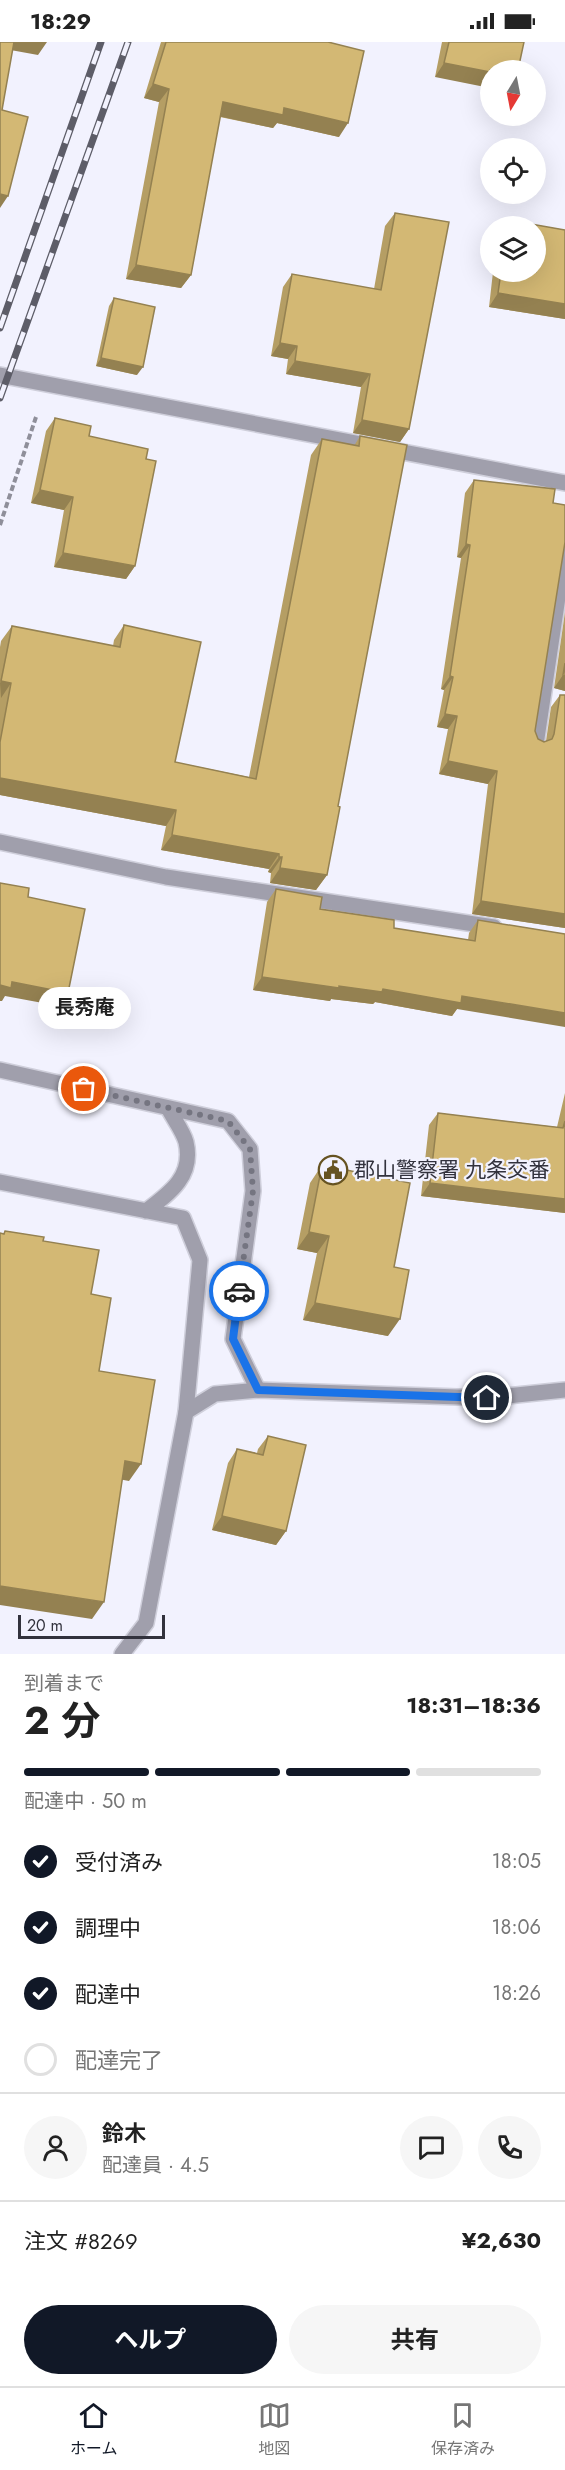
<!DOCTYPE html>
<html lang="ja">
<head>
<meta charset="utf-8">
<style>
	:root { --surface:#fff; --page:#f6f6f6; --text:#222; --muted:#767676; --line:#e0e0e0; --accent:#111827 }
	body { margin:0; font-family:Jost,"Noto Sans JP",sans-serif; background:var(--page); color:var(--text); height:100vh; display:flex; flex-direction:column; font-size:22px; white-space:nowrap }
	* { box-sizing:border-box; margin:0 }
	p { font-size:20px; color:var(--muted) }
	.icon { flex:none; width:33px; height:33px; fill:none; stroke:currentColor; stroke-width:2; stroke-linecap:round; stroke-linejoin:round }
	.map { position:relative; height:1612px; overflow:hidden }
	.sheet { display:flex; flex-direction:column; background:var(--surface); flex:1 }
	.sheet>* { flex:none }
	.needle { width:39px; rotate:190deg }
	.tools { position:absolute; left:480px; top:18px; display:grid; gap:12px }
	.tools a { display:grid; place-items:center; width:66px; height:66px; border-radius:50%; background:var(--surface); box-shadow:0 6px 24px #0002; font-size:30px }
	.scale { position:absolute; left:18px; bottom:15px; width:147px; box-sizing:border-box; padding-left:6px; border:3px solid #32323d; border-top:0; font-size:16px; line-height:21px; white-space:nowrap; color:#32323d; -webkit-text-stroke:4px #f2f2fe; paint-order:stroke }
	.pin { position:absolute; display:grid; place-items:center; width:51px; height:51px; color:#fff; margin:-26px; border:3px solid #fff; border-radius:50%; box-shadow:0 2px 6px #0007 }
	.courier { position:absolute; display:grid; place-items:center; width:60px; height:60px; margin:-30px; border:4px solid #1a73e8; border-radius:50%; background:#fff; color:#222; box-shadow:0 2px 8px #0007 }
	.bubble { position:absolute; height:42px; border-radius:21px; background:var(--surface); box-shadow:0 6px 24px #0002; font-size:20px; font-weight:700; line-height:42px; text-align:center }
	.summary em { font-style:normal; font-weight:700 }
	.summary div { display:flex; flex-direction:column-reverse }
	.summary { display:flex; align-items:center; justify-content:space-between; height:102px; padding:0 24px }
	h1 { font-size:39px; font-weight:700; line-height:45px }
	.bar { display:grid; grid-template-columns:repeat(4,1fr); gap:9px 6px; align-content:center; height:72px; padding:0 24px }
	.bar i { height:8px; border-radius:4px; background:var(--line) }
	.bar .on { background:var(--accent) }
	.bar p { grid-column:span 4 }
	.line { display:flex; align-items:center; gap:15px; padding:0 24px; border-top:2px solid var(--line) }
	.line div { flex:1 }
	.round { display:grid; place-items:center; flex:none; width:63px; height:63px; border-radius:32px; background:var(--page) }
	ol { padding:0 24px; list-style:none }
	li { display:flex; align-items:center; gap:18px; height:66px }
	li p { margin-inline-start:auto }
	li .icon { padding:6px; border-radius:50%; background:var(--accent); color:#fff; stroke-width:4 }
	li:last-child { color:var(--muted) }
	li i { width:33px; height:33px; border:3px solid var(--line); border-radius:50% }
	.button { display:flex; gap:12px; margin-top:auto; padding:12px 24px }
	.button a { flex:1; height:69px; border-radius:36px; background:var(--accent); color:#fff; font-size:24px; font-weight:700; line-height:69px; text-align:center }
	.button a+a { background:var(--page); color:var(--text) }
	.status { display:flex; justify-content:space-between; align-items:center; height:42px; padding:0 30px; background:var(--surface); direction:ltr }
	.status svg { height:16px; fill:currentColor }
	.tab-bar { display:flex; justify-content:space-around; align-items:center; height:84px; border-top:2px solid var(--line); background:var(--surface); font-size:16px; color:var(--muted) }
	.tab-bar a { display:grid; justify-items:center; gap:3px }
	.tab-bar .on { color:var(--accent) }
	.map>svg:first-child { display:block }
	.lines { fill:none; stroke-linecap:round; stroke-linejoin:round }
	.service-casing { stroke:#cfcfdb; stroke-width:18 }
	.minor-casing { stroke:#cfcfdb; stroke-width:18 }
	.path { stroke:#8f8f9a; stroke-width:4; stroke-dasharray:6 3; stroke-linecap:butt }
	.service { stroke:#a09fac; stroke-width:15 }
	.minor { stroke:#a09fac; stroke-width:15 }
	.rail-casing { stroke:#5d5d68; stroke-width:7 }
	.rail { stroke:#f2f2fe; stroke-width:4.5; stroke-dasharray:14; stroke-linecap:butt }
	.wall { fill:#b59e64 }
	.shaded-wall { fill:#948151 }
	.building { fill:#d3b874; stroke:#948151; stroke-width:1.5 }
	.done { stroke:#757581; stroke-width:6; stroke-dasharray:0 10.8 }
	.route { stroke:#1a73e8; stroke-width:8 }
	.labels { text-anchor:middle; stroke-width:4.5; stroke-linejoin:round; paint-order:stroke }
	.poi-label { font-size:21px; fill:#32323d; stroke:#f2f2fe; text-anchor:start }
</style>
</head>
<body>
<div class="status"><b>18:29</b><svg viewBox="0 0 49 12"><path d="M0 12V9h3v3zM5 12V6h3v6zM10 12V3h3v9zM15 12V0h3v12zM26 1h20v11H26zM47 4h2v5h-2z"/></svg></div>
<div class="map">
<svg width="565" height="1612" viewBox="0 0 565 1612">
	<rect width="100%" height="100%" fill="#f2f2fe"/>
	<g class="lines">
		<g class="service-casing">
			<path id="service" d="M0 800 166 835 494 885
				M0 1028 228 1079 250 1107 253 1149 233 1297 258 1348
				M0 1140 183 1176 200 1218 186 1370
				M146 1169C170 1151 194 1134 186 1100 183 1089 173 1076 168 1066"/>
		</g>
		<g class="minor-casing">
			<path id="minor" d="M0 333 565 441
				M536 703 565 508
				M122 1612 146 1581 186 1370 215 1352 258 1348 487 1356 565 1348"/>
		</g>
		<path class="path" d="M0 483 36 375"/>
		<use href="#service" class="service"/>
		<use href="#minor" class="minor"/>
		<g class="rail-casing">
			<path id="rail" d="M0 286 101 0
				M0 356 128 0"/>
		</g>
		<use href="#rail" class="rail"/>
	</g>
	<path class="wall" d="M161 0H328L339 95 277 81 273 86 220 75 191 233 181 246 126 237 159 60 144 56Z
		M442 0H524L435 35Z
		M395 171 409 387 400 400 353 391 361 345 286 332 288 317 271 314 283 245 292 232 374 247 385 184Z
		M508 178 565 188V277L489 265 493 230H536V184H503Z
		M114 256 137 333 96 324 109 264Z
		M55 376 89 394 146 417 135 524 126 537 54 525 64 468 31 461 46 389Z
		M360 394 338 764 327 833 316 848 270 841 271 831 268 830 269 827 161 808 166 784 0 753V605L1 599 12 584 113 604 114 598 124 583 175 720 249 735 311 413 322 397 354 404Z
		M474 438 553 461 535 689 538 697 544 700 546 699 551 665 560 653 565 886 472 872 488 742 439 732 448 687 437 685 444 648 441 647 461 516 457 515 465 451Z
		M565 570V649L554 646Z
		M276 847 320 867 394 886 468 898 469 891 478 878 565 892 457 967 452 974 375 960 373 962 331 957 330 959 253 948 267 860Z
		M565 1051V1171L421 1154 429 1083 438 1071 557 1085Z
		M322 1123 394 1225 388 1294 303 1278 317 1211 297 1207 310 1141Z
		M268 1394 286 1489 276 1503 212 1488 228 1421 237 1407 257 1411 258 1407Z"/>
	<path class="shaded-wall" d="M10 0H47L38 13 5 7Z
		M444 21 490 30V46L435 35Z
		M153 42 169 47 159 60 144 56Z
		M223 60 284 66 348 81 339 95 277 81 273 86 213 73Z
		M0 152 8 154 0 166Z
		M136 223 191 233 181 246 126 237Z
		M498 251 565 262V277L489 265Z
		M280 301 297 304 288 317 271 314Z
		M101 316 143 325 137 333 96 324Z
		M295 319 370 332 361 345 286 332Z
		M362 378 409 387 400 400 353 391Z
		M40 448 73 455 64 468 31 461Z
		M466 502 470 503 461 516 457 515Z
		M63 511 135 524 126 537 54 525Z
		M563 633 565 634V649L554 646Z
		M450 634 453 635 444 648 441 647Z
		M1 639 11 641 1 656 0 641Z
		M445 672 457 674 448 687 437 685Z
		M448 719 497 729 488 742 439 732Z
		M0 736 176 768 166 784 0 753Z
		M172 793 279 812 269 827 161 808Z
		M279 815H282L271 831 268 830Z
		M280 826 327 833 316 848 270 841Z
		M481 859 565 872V886L472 872Z
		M262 935 339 944 462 954 565 971V985L457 967 452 974 375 960 373 962 331 957 330 959 253 948Z
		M12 940 68 951 59 964 5 954 2 959H0V943Z
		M430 1141 565 1157V1171L421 1154Z
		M309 1190 329 1194 317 1211 297 1207Z
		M315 1261 400 1277 388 1294 303 1278Z
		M125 1419 141 1422 129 1439 113 1436Z
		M222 1474 286 1489 276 1503 212 1488Z
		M0 1544 104 1560 92 1577 0 1563Z"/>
	<path class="building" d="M0 0H14L2 68 28 75 8 154 0 152Z
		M166 0H328L364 9 348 81 284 66 283 73 223 60 191 233 136 223 169 47 153 42Z
		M449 0H524L518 28H490V30L444 21Z
		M395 171 449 180 409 387 362 378 370 332 295 319 297 304 280 301 292 232 381 248Z
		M508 178 565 188V262L498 251 501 230H536V184H507Z
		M114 256 155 265 143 325 101 316Z
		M55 376 91 384 89 394 148 407 146 417 156 419 135 524 63 511 73 455 40 448Z
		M360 394 407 403 338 764 340 765 327 833 280 826 282 815H279V812L172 793 176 768 0 736V700L11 641 1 639 12 584 120 605 124 583 201 600 175 720 256 737 322 397 359 404Z
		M474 438 555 447 553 461 565 463V500L535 689 538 697 544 700 552 697 554 692 560 653H565V872L481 859 497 729 448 719 457 674 445 672 453 635 450 634 470 503 466 502Z
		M565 621V634L563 633Z
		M0 841 29 846 28 855 85 867 68 951 12 940 11 946 0 943Z
		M276 847 322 855 320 867 394 878V886L475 899 478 878 565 892V971L462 954 461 961 383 947 382 950 339 944V946L262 935Z
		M438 1071 563 1086 565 1079V1157L430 1141Z
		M322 1123 410 1141 394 1225 409 1228 400 1277 315 1261 329 1194 309 1190Z
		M5 1189 44 1195 43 1199 99 1208 91 1252 111 1256 99 1329 155 1338 141 1422 125 1419 104 1560 0 1544V1191L4 1192Z
		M268 1394 306 1403 286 1489 222 1474 237 1407 263 1413Z"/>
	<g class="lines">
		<path class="done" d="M84 1047 228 1079 250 1107 253 1149 239 1249"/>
		<path class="route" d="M239 1249 233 1297 258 1348 487 1356"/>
	</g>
	<defs>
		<g id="civic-ring" transform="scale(1.5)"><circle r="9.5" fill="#f2f2fe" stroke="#665321" stroke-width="1.5"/><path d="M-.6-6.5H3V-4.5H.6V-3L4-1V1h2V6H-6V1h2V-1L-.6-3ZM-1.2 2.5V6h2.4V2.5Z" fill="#665321"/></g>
	</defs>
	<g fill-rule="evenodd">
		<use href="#civic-ring" x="333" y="1128"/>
	</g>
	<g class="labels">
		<g class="poi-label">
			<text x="354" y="1135">郡山警察署 九条交番</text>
		</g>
	</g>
</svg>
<div class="tools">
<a><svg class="needle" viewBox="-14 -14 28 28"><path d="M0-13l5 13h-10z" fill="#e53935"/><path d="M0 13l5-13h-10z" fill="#767676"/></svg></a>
<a><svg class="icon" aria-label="locate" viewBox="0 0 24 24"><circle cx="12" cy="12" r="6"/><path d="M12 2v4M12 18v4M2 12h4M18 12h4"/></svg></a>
<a><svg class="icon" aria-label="layers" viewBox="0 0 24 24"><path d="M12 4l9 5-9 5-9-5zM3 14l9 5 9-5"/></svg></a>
</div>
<div class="scale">20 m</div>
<div class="pin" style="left:84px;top:1047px;background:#ea580c"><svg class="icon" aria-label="bag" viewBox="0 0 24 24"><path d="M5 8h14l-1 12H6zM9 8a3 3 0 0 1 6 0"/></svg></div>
<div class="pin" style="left:487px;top:1356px;background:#1f2937"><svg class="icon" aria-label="home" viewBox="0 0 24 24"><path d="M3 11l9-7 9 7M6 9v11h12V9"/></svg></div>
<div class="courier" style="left:239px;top:1249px"><svg class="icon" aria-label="car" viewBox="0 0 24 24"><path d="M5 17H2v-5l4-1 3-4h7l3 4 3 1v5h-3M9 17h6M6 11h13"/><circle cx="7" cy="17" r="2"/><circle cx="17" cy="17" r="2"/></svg></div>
<div class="bubble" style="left:38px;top:945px;width:93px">長秀庵</div>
</div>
<section class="sheet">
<div class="summary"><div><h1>2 分</h1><p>到着まで</p></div><em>18:31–18:36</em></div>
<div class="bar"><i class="on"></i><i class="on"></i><i class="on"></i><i></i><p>配達中 · 50 m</p></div>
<ol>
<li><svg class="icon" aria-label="check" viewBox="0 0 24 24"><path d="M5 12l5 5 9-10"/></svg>受付済み<p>18:05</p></li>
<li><svg class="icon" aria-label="check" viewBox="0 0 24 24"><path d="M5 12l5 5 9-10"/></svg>調理中<p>18:06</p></li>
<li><svg class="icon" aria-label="check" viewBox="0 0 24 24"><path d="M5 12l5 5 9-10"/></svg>配達中<p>18:26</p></li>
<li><i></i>配達完了</li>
</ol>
<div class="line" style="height:108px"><a class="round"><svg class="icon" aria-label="person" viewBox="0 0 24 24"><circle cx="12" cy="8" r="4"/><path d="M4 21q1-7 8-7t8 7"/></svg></a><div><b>鈴木</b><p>配達員 · 4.5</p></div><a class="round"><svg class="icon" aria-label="chat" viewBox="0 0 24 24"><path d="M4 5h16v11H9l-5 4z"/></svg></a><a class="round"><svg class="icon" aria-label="phone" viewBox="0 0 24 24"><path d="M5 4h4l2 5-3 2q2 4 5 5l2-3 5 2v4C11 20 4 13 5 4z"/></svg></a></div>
<div class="line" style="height:78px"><div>注文 #8269</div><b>¥2,630</b></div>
<div class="button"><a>ヘルプ</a><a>共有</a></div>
</section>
<nav class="tab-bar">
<a class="on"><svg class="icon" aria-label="home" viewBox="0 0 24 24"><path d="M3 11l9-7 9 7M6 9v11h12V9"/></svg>ホーム</a>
<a><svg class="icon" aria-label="map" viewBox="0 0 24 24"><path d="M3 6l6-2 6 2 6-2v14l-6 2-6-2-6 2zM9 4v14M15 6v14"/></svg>地図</a>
<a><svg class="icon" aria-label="saved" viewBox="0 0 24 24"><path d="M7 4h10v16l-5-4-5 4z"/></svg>保存済み</a>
</nav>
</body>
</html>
_ _ _ _ _
* _Action item_:
Gather each line of the listing containing the word "sizing" and show it.

* _Solution_:
	* { box-sizing:border-box; margin:0 }
	.scale { position:absolute; left:18px; bottom:15px; width:147px; box-sizing:border-box; padding-left:6px; border:3px solid #32323d; border-top:0; font-size:16px; line-height:21px; white-space:nowrap; color:#32323d; -webkit-text-stroke:4px #f2f2fe; paint-order:stroke }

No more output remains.